Fraud is another important problem in the healthcare industry. Counterfeit drugs, insurance fraud as well as substandard, illegal and deliberately ineffective medical services cause as much harm to the industry as fake and substandard clinical trials. In the United States alone, it is conservatively estimated that healthcare fraud costs the country about $68 billion a year or 3% of the nation's total healthcare spending.
Artificial intelligence based on neural networks can also combat this problem. For example, the medical company Aetna has about 350 neural network models for security and fraud protection. Highmark Inc also has its own NN to combat fraud and according to the company, their neural network-based product has already helped the company to save $245 million.
How often have you missed medication appointments, forgotten or ignored preventive exams with your doctor? Surveys show that this is a very common problem and doctors have almost no control over it. Moreover, admonitions and criticism of patients' behavior by doctors only exacerbate the problem because patients become ashamed of their illnesses and simply stop going to the hospital.
Different gadgets and apps that correct people's behavior can help with this. The most obvious example is fitness bracelets and smart watches, which help set goals (for example, to walk 4 kilometers a day) and track their achievement, as well as reminding about preventive check-ups and the importance of physical activity. More sophisticated apps, such as Somatix, track patients' daily activities and point out their habits and routines so they can focus on eliminating them and getting better.
Finally on our list, but not the least important problem is collecting and analyzing qualitative medical data. And it is not only collecting the patient's medical history, but also various related data from where the patient works and how often he goes to the gym until the movies he watches and the food he eats, which ideally should also be taken into account when constructing a treatment plan.
The problem is that it is very difficult and costly to collect this kind of data. People won't be willing to report on every purchase, run or horror movie watching. However, artificial intelligence-based platforms can do that. If such a solution is integrated with a smartphone, a smartwatch, a refrigerator, online banking and other sources, the artificial intelligence will collect such statistics for each patient - automatically and with privacy.

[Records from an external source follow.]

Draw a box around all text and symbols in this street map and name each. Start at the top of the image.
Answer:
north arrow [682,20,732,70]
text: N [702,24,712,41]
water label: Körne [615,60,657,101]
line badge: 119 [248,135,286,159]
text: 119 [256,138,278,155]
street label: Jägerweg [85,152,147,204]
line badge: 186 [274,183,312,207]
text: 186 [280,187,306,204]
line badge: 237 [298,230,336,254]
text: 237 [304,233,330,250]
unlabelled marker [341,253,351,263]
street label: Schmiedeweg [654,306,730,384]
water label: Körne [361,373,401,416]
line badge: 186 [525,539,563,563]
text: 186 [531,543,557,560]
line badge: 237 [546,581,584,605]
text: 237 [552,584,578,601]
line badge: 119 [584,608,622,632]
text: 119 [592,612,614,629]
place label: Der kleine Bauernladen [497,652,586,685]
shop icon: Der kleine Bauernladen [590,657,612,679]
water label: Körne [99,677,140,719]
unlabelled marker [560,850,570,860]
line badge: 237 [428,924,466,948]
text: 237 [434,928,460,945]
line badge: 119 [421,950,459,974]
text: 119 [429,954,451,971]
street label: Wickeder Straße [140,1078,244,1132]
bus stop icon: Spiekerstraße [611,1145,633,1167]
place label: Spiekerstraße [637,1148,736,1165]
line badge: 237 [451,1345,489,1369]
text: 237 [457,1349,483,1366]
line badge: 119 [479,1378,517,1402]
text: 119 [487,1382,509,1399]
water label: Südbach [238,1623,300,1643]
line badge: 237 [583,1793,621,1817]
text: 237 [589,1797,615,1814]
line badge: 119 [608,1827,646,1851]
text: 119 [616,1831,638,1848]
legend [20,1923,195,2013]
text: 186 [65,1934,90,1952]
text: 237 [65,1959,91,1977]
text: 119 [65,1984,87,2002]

There are many examples of such solutions. Current Health, for example, has a gadget with artificial intelligence for medical monitoring of the human condition. This wearable device was one of the first to be approved by the U.S. Food and Drug Administration (FDA) for home usage. The gadget can measure a patient's pulse, breathing, oxygen saturation, temperature and mobility to provide this data to the doctor, who will make recommendations for the patient.